WORK INSTRUCTIONS » Among the records below, find the lines that hold the word "names" and report how many there are, with no other words.

Stored entries:
<<<<
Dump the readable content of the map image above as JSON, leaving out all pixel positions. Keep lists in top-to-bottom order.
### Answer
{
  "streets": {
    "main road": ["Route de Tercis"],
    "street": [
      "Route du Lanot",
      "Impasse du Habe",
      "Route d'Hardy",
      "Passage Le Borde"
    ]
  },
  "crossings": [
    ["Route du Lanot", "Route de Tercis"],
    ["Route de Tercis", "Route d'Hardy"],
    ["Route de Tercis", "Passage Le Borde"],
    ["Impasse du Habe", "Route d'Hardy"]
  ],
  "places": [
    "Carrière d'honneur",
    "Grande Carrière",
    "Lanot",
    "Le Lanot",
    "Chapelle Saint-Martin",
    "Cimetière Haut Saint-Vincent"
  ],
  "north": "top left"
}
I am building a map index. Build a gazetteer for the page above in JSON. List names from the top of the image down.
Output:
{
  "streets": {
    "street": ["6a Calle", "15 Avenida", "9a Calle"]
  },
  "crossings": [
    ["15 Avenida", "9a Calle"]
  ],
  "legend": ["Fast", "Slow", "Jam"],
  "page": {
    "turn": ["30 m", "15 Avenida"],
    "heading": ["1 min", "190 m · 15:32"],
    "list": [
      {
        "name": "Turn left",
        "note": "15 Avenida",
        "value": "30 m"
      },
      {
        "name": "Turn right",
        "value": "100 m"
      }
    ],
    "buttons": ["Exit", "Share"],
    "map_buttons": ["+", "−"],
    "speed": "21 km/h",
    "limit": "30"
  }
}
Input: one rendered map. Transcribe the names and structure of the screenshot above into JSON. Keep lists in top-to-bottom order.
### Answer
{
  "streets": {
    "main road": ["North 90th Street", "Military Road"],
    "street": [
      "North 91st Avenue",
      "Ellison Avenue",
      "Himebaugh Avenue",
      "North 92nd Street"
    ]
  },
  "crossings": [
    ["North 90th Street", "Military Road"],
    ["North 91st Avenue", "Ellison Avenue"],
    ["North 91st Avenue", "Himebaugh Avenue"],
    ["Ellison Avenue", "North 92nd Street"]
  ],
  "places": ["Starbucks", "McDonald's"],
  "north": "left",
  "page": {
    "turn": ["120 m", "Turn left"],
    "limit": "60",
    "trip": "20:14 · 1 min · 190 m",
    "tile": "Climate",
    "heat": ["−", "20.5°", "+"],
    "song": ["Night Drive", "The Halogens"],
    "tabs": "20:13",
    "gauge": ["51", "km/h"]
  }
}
>>>>
ANSWER FOR THE TASK » 2